This process requires that there is suitable data at the reference sites for the time periods over which the imputed data is required. It also requires that there are strong correlations between the time series at the reference sites and the site being imputed. Because of this we have chosen not to use imputation to fill the gaps in the pollen timeseries, as the consistent lack of data for all sites across the winter months makes this process impossible. Validation of the imputation process was carried out by removing data for selected reference sites, and comparing the imputed values with the original data (see Technical Validation section). This validation process indicated that the imputation of SO2 data was generally not very reliable (Spearman’s correlation coefficient of <0.3). This is probably because of the sparsity of the SO2 measurements sites, and differing sources of this pollutant compared with the other pollutants. As such, we have chosen not to use imputation for gap-filling the SO2 data, although the option to do so is provided in our tools. The validation process also demonstrates the value of including EMEP data in this imputation process. Although there can be considerable absolute differences between the EMEP and measured pollutant data at the same site, the overall correlation between these is usually good, and this is what matters for the imputation process.

Estimating data across regions

It is not possible for sensors recording all indicators to exist in every part of the UK, but environmental data research (such as population impact studies) often requires an estimation of the sensor values for specific target locations not necessarily close to a single sensor. In such cases (as opposed to cases caused by station failures: see the Imputation of Missing Values section for such cases) we propose a baseline estimation method that collects data from adjacent areas and uses these to infer the value in the target location.

To define regions in our estimation datasets, we adopted a standard UK regional subdivision which consists of 121 postcode areas (Table 2 in https://geoportal.statistics.gov.uk/documents/ons::ons-postcode-directory-may-2021-user-guide). Postcodes are used in the UK to direct mail and the first one or two alphabetical character(s) indicates the larger postcode areas. For instance, the postcode M13 9PL locates a specific address in the UK and the first letter (M) represents the Manchester area.

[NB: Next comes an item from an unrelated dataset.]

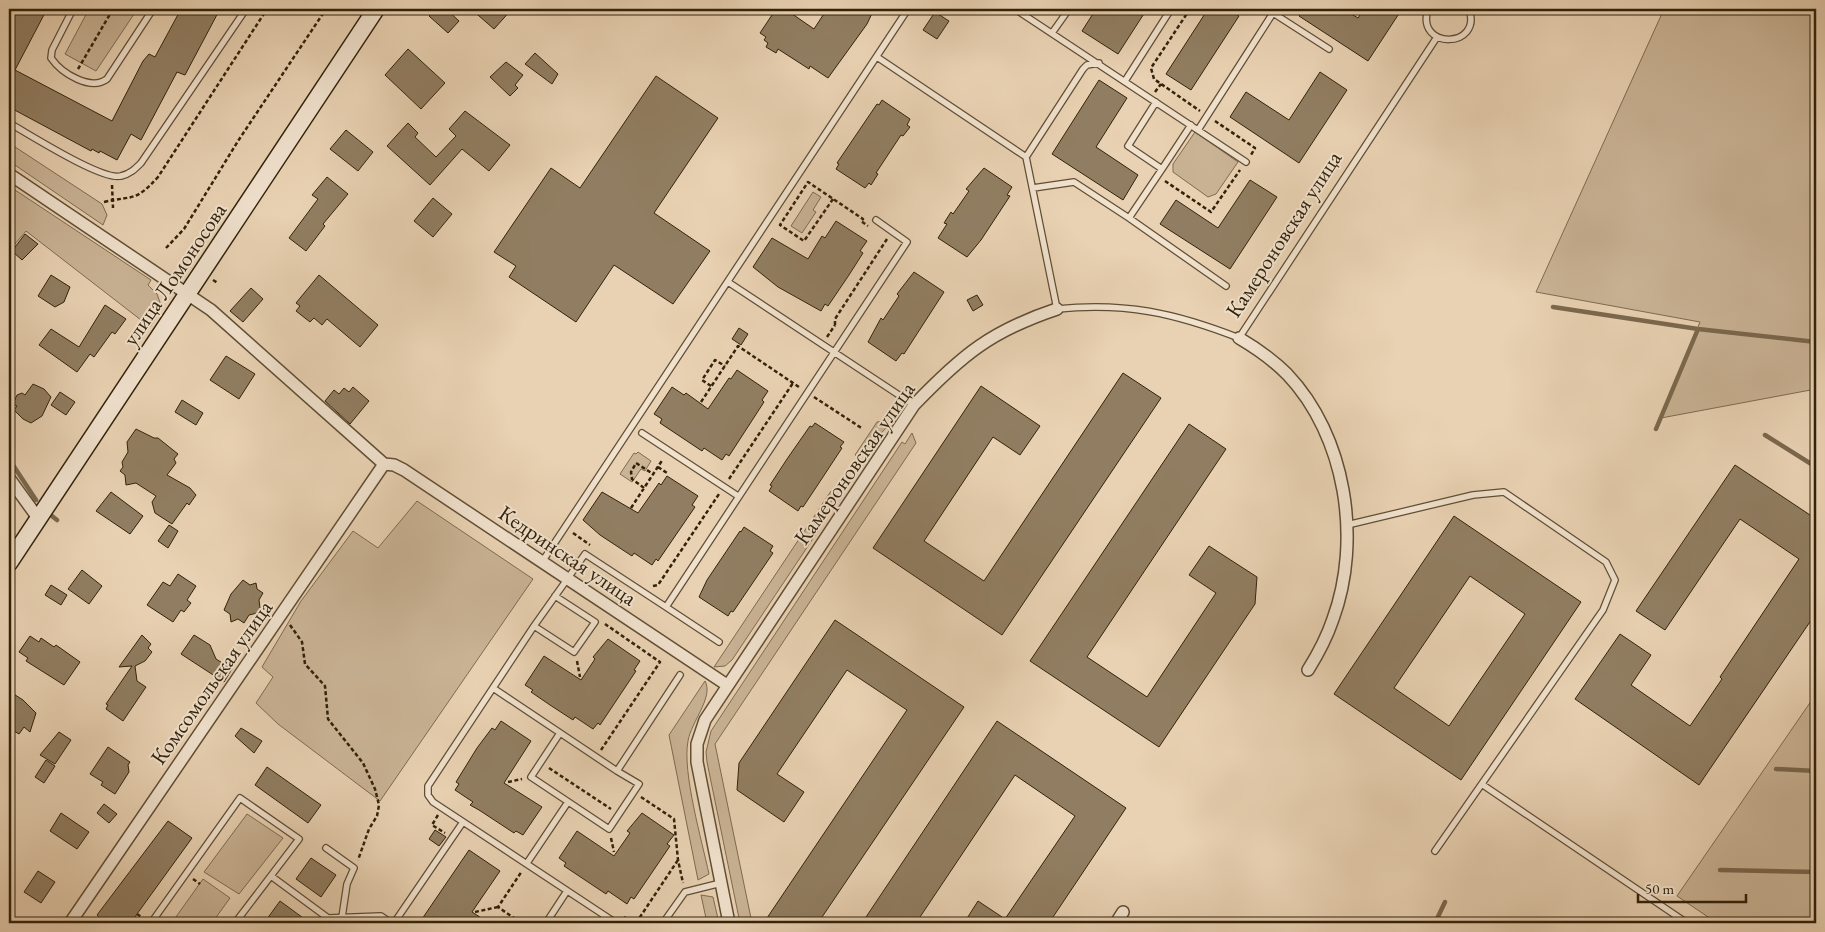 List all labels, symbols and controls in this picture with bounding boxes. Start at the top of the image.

These regions are not all equal in geographical extent and can have quite irregular shapes because their design has been influenced by both geography and population distributions within the UK. Although these irregularities can be a challenge for interpolating site measurements, due to their relationship with population rather than purely geographical features, they are still a potentially useful means for creating regional maps of environmental data when carrying out population impact studies.

Table 2 Sensor daily mean ranges for original and imputed measurements.

In this data-set we present both the site data at a single geographical point, and postcode area averaged data calculated using a baseline method that we called the concentric regions method. The concentric regions method works by imputing a regional value, using sensor values collected either from within that region or from its surrounding regions. Specifically, in cases where one wishes to infer the value of a particular indicator (e.g. PM2.5) in a postcode region that has one or more monitoring stations and therefore multiple values for that target location, the mean of those sensor values is used. In cases where a region does not contain any relevant monitoring stations, we infer the value for the target location by collecting the measurements from the postcode areas closest to the target region found to have one or more monitoring stations, again computing the mean of those measurements.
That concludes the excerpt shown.